*Exercise goal*
Search the data below for the string "Abreau" and copy all lines where it shows up.

*** Supplied data ***

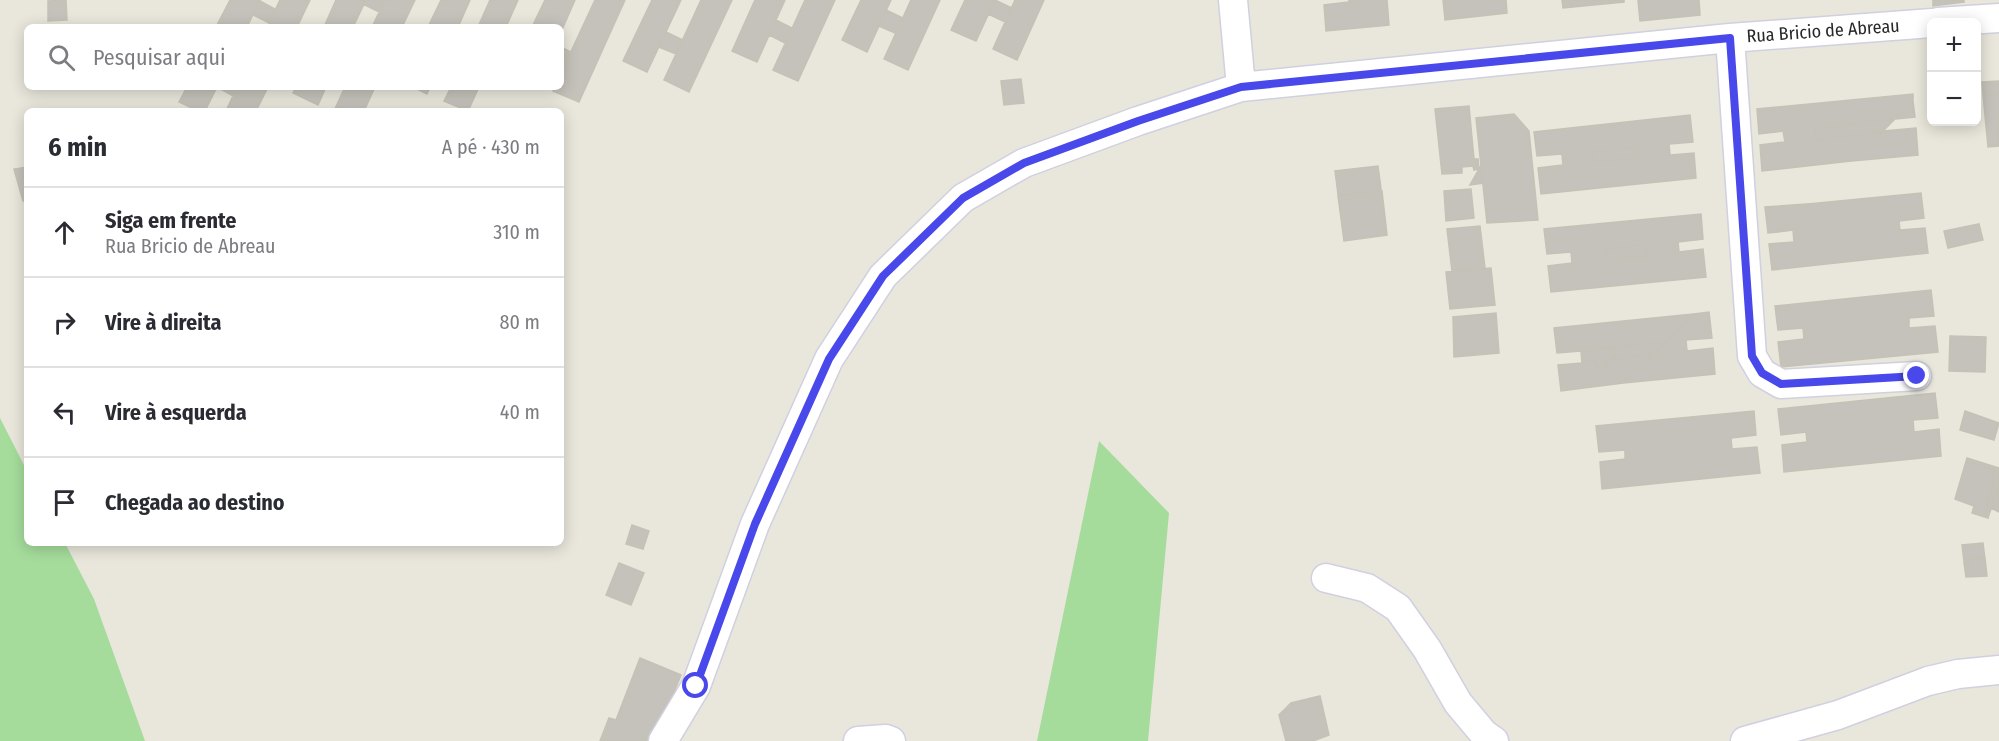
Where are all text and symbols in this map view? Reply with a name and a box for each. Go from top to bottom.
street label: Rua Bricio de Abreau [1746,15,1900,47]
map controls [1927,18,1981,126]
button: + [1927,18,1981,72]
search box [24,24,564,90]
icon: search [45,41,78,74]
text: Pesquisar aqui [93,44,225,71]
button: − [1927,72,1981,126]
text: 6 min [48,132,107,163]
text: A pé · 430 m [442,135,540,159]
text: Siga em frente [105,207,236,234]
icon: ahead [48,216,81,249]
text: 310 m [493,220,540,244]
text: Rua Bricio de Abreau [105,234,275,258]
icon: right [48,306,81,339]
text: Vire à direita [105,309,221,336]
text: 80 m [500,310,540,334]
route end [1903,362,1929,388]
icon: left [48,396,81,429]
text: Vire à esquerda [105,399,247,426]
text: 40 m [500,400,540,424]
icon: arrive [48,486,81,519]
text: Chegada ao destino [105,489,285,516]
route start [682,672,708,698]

*** End of Supplied data ***

*Answer box*
street label: Rua Bricio de Abreau [1746,15,1900,47]
text: Rua Bricio de Abreau [105,234,275,258]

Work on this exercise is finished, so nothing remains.